A zombie will never do more than he is told. There is no need to worry that he will outshine you at work. He is too slow moving and cumbersome to be a high achiever. Zombies don’t need to eat, drink, sleep, or concern themselves with hygiene. They may have an offending smell that lingers long after they’re gone. They may nibble on an unattended limb while you are bent over, fishing for something to eat in the employee fridge. It’s not their fault they have sophisticated tastes with a preference for human flesh. Zombies are helplessly drawn to our overly perfumed skin, our flamboyant hairdos and flashy attire.

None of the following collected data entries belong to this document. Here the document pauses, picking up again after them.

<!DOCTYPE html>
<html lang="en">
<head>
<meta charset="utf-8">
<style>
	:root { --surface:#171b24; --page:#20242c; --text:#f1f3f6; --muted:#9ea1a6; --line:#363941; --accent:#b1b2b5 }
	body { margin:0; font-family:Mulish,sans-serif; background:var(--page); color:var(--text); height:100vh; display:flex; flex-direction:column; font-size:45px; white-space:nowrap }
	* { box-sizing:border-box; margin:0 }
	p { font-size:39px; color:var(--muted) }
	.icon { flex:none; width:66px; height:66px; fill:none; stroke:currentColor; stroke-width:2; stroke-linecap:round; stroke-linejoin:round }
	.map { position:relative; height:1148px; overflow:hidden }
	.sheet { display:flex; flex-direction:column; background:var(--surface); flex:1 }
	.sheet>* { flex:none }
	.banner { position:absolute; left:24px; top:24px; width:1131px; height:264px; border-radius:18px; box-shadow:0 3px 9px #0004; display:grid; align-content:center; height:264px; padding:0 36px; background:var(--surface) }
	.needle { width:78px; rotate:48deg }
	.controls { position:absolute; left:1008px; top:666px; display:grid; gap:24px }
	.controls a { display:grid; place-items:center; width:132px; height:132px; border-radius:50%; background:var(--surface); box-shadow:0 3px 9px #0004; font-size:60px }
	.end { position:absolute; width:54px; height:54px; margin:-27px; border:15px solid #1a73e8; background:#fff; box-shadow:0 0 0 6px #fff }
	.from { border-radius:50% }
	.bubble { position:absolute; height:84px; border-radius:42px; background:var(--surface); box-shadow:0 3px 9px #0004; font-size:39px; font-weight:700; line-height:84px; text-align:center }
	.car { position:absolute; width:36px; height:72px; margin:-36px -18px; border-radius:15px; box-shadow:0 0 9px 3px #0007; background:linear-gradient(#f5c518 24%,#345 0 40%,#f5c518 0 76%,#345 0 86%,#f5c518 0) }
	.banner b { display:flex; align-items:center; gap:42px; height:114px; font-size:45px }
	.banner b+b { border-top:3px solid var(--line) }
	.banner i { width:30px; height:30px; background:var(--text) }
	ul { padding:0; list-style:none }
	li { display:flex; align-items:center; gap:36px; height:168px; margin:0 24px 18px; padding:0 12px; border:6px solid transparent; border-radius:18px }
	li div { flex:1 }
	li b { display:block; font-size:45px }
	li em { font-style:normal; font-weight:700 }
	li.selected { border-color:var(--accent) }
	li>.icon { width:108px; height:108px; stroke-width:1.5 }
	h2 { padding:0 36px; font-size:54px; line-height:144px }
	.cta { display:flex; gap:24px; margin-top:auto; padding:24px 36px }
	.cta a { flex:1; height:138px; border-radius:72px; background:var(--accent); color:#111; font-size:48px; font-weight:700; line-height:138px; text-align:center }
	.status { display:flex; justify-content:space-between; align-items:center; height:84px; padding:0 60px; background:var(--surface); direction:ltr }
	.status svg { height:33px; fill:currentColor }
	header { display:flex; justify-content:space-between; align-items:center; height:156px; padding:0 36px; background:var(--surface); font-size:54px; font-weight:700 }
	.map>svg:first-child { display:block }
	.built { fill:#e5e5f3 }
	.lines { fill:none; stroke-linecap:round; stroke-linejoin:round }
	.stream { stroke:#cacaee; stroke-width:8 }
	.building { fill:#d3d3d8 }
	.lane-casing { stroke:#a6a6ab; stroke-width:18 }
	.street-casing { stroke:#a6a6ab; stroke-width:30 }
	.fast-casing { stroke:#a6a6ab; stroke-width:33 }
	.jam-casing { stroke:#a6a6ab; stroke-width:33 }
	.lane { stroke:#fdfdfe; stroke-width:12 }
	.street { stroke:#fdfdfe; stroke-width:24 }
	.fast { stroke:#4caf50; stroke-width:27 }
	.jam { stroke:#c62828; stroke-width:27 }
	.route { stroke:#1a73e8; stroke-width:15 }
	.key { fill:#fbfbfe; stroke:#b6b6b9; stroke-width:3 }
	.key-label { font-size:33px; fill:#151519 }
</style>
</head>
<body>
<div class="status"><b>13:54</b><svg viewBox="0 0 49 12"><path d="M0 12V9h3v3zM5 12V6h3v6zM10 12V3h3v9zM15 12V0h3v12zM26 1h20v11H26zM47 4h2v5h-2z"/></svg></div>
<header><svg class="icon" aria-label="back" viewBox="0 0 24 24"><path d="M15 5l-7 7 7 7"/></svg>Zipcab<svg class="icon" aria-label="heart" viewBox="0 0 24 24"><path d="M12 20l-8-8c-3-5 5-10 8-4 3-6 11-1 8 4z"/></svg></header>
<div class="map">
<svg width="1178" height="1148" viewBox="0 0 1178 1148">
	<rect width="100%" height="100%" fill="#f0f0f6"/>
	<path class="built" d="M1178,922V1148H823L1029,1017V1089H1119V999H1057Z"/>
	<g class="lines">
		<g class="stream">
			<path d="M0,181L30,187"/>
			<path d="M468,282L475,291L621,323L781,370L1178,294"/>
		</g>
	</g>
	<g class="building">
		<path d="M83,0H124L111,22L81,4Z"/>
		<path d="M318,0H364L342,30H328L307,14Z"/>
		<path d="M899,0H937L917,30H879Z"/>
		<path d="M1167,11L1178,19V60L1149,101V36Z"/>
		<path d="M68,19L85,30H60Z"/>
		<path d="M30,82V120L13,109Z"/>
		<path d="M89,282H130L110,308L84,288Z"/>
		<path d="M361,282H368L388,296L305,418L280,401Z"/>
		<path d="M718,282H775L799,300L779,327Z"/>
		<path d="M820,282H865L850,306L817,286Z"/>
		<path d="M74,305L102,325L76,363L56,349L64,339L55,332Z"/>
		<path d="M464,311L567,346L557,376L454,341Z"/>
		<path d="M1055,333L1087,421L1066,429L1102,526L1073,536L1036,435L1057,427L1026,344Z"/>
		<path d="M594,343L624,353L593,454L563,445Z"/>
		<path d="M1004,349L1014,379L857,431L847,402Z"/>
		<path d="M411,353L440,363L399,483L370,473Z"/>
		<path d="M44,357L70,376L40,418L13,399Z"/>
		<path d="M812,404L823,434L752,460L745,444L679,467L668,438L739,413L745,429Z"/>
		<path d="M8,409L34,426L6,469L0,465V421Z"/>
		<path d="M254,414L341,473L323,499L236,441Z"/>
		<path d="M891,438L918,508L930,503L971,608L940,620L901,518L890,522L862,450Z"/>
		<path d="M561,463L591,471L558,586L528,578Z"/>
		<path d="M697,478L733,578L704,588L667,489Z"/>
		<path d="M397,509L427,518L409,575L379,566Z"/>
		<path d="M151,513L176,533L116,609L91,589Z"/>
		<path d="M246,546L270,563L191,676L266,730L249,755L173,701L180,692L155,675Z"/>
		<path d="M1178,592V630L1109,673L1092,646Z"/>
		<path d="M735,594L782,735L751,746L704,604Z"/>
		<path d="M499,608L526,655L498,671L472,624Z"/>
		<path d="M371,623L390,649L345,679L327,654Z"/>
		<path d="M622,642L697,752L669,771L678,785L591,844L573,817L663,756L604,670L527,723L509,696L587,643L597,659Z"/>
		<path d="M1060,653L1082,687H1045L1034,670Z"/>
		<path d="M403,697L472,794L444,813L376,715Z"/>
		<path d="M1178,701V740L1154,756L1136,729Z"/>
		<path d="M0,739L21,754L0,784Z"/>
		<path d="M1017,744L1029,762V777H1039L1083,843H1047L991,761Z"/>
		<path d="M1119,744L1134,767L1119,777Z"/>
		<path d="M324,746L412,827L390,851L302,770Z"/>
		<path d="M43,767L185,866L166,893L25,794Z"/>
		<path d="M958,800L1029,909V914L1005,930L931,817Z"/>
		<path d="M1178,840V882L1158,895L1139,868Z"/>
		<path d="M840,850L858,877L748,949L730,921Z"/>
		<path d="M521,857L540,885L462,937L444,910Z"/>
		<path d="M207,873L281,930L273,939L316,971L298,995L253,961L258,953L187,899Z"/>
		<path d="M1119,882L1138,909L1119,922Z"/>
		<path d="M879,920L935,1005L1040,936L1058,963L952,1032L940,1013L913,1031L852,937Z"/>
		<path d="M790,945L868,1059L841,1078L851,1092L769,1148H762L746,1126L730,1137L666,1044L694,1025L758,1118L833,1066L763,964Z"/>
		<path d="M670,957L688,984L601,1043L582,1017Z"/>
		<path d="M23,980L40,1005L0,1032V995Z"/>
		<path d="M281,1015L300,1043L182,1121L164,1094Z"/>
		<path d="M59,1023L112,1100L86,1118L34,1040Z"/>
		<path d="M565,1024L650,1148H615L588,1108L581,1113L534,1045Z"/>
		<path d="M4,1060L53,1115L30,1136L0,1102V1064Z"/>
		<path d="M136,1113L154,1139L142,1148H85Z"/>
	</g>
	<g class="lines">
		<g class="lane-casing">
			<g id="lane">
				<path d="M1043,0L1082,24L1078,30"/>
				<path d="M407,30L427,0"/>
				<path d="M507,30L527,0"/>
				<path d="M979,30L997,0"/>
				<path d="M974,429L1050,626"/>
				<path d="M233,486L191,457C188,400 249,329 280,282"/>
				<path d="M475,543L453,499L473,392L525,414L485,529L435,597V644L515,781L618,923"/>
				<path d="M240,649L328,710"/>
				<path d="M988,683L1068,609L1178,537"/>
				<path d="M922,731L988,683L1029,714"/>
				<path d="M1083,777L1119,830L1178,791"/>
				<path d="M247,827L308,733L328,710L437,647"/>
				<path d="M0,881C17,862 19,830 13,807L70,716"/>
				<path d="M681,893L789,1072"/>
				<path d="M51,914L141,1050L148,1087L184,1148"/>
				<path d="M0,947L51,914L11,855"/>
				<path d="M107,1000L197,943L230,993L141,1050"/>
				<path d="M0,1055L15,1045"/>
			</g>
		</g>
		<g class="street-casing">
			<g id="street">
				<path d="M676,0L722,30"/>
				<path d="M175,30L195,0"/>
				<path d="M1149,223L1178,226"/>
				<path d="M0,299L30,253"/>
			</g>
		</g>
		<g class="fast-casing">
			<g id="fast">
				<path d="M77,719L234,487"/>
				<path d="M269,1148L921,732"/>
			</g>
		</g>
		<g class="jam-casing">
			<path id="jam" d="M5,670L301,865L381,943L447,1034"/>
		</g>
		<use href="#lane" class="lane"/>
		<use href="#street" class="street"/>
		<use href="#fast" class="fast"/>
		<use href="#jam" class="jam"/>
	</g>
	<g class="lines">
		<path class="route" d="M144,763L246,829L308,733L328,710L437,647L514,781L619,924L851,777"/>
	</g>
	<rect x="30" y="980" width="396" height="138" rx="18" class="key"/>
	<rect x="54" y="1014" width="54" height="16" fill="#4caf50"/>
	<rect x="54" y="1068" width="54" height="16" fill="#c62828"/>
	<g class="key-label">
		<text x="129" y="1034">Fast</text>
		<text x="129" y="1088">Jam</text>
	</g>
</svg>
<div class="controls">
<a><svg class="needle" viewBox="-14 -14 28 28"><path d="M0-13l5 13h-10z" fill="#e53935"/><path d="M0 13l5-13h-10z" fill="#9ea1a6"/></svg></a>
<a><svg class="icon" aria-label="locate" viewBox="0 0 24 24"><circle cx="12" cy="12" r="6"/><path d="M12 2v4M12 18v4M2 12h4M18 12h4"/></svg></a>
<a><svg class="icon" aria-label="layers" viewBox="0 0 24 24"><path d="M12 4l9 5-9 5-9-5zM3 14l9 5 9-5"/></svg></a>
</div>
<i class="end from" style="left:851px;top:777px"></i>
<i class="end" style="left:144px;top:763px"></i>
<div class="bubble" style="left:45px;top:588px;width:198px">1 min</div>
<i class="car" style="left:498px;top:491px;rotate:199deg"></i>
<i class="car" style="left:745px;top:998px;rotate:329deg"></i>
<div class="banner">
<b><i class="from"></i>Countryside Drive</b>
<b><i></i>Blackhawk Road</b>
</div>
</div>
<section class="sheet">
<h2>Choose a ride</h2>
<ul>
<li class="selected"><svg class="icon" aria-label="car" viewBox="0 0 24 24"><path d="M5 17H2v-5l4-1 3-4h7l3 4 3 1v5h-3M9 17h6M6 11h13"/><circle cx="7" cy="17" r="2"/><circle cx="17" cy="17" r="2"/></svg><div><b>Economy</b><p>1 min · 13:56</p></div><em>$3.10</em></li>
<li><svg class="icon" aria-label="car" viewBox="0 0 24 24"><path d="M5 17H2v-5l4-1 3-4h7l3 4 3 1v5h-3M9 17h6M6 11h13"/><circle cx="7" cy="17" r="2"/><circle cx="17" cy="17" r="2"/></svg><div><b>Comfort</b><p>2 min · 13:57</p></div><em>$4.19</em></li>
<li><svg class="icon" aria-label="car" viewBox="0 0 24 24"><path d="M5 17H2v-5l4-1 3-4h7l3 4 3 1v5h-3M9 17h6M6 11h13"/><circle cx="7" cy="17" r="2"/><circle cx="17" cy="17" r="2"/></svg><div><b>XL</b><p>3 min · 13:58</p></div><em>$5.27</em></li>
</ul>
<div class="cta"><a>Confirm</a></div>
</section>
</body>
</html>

We are walking invitations for the undead to make a meal of our thunder thighs, healthy backsides, and low-hanging underarm fat.
Sure, a zombie can’t solve world hunger or stop that typhoon from coming, but he can wash your car, squeeze your pet’s pesky anal gland, and retrieve your dry cleaning. Next time you meet a zombie, say thank you. Help him to your table. Offer him a fat roll or two. Befriend him. Give him something to do. He’ll make you thin, more successful at work, and increase your odds of attracting the opposite sex, because you look good standing next to a zombie. Take that, Michael Rosenblum. The world needs zombies.